WHAT YOU WILL DO => Write out every line exactly, from the first line of the records below through the line that contains "0 2px,transparent 0".

RECORD EXTRACTS: Begin

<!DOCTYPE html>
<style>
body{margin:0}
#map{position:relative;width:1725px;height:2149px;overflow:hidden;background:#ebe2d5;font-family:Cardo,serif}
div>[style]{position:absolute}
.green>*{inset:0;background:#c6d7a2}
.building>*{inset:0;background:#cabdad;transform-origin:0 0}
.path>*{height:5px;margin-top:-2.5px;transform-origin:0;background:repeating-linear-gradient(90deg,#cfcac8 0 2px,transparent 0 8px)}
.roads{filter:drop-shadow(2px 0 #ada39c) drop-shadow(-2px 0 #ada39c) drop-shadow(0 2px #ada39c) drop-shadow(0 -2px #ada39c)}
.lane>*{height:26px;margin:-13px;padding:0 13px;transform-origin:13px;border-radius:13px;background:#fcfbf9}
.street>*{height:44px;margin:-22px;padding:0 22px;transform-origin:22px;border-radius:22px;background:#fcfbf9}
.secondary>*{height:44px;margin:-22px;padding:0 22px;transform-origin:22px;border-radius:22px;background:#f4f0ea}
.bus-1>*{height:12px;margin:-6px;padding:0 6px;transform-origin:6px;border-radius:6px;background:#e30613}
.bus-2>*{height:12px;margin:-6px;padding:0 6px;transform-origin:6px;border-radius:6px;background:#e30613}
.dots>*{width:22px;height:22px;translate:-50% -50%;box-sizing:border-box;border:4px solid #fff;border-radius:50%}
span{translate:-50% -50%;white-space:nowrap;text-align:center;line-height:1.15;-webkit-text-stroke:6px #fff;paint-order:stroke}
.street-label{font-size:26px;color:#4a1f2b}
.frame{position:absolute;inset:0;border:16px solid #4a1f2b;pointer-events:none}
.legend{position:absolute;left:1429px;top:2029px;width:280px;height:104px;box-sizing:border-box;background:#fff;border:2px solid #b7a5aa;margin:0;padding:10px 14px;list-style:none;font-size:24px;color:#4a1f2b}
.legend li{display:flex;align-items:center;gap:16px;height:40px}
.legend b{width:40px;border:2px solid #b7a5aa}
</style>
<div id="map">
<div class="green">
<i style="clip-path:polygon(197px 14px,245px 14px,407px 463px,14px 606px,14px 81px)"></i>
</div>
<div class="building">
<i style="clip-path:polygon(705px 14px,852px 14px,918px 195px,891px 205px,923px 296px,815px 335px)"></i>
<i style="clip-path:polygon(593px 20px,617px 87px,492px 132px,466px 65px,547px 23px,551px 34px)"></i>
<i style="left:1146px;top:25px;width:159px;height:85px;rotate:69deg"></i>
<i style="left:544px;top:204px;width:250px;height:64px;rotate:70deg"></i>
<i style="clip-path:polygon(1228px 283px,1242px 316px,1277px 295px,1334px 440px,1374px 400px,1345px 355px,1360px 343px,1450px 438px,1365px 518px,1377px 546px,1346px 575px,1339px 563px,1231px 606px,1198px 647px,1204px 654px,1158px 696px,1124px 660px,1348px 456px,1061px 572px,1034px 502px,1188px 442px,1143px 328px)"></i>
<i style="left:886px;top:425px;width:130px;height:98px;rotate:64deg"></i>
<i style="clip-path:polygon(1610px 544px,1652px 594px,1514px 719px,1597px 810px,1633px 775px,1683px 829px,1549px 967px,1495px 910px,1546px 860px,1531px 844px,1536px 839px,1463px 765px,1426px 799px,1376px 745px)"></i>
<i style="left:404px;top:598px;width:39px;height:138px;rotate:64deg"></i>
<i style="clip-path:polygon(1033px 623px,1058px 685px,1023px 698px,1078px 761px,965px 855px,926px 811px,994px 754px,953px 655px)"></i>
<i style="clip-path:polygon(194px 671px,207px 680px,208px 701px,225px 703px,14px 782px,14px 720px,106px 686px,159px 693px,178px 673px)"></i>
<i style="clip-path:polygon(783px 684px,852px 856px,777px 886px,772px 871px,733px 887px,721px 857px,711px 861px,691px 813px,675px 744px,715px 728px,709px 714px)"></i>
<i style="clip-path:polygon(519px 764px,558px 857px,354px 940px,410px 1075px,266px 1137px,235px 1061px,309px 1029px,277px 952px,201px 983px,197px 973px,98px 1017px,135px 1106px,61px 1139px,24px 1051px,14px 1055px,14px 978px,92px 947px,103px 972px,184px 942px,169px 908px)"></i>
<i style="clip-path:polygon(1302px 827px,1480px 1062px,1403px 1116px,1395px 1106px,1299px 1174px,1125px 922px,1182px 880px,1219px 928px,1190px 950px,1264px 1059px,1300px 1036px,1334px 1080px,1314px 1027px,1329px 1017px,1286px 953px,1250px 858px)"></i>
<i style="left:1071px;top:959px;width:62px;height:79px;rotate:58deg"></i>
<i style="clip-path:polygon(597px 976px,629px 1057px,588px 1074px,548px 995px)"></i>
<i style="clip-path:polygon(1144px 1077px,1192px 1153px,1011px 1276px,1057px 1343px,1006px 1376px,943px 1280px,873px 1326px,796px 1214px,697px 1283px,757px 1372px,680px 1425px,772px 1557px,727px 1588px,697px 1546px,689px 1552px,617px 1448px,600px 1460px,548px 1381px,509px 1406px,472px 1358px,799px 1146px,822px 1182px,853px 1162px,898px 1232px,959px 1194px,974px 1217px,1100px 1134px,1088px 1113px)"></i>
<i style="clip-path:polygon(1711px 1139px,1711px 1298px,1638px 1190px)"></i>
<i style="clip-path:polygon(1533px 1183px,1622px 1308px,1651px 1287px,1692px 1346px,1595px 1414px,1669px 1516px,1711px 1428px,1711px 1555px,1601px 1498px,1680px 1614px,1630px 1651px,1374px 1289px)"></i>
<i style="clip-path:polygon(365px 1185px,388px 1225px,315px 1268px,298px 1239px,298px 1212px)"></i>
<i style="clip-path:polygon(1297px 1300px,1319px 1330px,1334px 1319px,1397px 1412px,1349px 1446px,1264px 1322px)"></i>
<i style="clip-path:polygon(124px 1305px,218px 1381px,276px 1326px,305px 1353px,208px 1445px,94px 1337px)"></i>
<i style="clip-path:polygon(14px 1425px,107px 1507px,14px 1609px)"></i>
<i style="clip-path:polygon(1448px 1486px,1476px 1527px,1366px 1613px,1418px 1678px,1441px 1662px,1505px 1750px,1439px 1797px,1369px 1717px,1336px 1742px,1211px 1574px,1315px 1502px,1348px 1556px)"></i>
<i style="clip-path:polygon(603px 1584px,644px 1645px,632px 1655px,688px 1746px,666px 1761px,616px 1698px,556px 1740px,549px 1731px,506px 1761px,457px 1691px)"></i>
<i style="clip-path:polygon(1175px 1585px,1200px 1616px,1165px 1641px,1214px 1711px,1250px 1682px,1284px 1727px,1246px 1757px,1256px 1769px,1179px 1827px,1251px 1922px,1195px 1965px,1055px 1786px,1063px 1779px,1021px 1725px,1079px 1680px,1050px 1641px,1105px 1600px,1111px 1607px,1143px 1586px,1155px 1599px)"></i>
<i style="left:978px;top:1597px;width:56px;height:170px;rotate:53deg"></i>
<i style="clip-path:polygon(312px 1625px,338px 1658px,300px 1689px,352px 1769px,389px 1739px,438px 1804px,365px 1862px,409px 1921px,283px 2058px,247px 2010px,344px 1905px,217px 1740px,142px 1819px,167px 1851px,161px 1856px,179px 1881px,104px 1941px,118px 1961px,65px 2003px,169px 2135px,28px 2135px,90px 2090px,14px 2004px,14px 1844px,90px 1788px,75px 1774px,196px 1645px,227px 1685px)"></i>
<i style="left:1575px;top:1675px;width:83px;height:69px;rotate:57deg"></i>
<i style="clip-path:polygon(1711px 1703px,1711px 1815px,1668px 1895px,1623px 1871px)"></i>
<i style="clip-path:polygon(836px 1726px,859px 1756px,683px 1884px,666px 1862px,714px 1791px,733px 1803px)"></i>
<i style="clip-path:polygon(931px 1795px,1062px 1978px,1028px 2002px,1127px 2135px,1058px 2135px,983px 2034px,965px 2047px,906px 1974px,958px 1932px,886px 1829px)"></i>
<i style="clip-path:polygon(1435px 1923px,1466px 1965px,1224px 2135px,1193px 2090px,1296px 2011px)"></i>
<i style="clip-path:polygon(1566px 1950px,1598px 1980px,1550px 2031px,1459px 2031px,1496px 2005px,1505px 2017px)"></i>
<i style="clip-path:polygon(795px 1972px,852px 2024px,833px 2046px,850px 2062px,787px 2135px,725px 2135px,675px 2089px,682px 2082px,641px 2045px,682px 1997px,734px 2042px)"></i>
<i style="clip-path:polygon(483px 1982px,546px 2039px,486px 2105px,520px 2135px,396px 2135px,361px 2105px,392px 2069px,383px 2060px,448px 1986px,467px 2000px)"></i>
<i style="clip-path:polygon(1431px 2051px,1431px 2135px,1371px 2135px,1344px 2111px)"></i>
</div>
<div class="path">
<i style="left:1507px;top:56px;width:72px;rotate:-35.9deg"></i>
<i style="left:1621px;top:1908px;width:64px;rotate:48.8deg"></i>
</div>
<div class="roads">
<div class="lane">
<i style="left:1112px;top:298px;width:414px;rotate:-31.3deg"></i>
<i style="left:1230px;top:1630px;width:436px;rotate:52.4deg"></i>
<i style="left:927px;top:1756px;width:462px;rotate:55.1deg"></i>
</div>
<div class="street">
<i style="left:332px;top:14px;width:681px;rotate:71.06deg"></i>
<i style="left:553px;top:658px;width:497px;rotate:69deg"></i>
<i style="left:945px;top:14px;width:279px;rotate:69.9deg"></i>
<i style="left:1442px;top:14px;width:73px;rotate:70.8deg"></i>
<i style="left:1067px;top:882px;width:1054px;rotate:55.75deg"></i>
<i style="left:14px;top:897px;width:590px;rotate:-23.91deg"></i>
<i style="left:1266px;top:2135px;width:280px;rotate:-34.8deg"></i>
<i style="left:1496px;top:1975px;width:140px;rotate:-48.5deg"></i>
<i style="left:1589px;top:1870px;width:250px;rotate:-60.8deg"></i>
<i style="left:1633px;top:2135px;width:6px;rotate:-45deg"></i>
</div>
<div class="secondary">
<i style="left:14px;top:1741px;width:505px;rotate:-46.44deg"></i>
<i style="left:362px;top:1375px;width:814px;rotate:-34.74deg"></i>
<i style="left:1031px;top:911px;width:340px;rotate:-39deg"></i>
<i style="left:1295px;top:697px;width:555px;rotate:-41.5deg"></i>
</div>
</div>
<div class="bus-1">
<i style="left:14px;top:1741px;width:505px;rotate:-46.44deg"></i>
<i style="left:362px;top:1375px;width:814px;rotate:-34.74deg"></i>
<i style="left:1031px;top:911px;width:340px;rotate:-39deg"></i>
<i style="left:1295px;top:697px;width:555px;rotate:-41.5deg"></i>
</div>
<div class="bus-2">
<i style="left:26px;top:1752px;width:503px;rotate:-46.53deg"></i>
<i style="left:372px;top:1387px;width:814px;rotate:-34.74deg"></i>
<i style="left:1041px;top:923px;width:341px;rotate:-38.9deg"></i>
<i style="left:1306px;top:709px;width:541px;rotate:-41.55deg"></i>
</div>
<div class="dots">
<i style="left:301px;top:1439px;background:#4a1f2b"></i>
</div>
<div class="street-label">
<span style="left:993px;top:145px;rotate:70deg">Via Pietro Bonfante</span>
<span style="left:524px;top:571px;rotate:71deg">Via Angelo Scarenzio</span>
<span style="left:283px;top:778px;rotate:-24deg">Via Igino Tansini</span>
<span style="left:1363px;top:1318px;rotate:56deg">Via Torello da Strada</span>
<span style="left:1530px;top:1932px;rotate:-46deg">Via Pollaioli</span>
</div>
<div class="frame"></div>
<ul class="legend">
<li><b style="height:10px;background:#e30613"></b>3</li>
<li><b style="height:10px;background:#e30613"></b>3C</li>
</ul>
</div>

RECORD EXTRACTS: End

ANSWER SECTION =>
<!DOCTYPE html>
<style>
body{margin:0}
#map{position:relative;width:1725px;height:2149px;overflow:hidden;background:#ebe2d5;font-family:Cardo,serif}
div>[style]{position:absolute}
.green>*{inset:0;background:#c6d7a2}
.building>*{inset:0;background:#cabdad;transform-origin:0 0}
.path>*{height:5px;margin-top:-2.5px;transform-origin:0;background:repeating-linear-gradient(90deg,#cfcac8 0 2px,transparent 0 8px)}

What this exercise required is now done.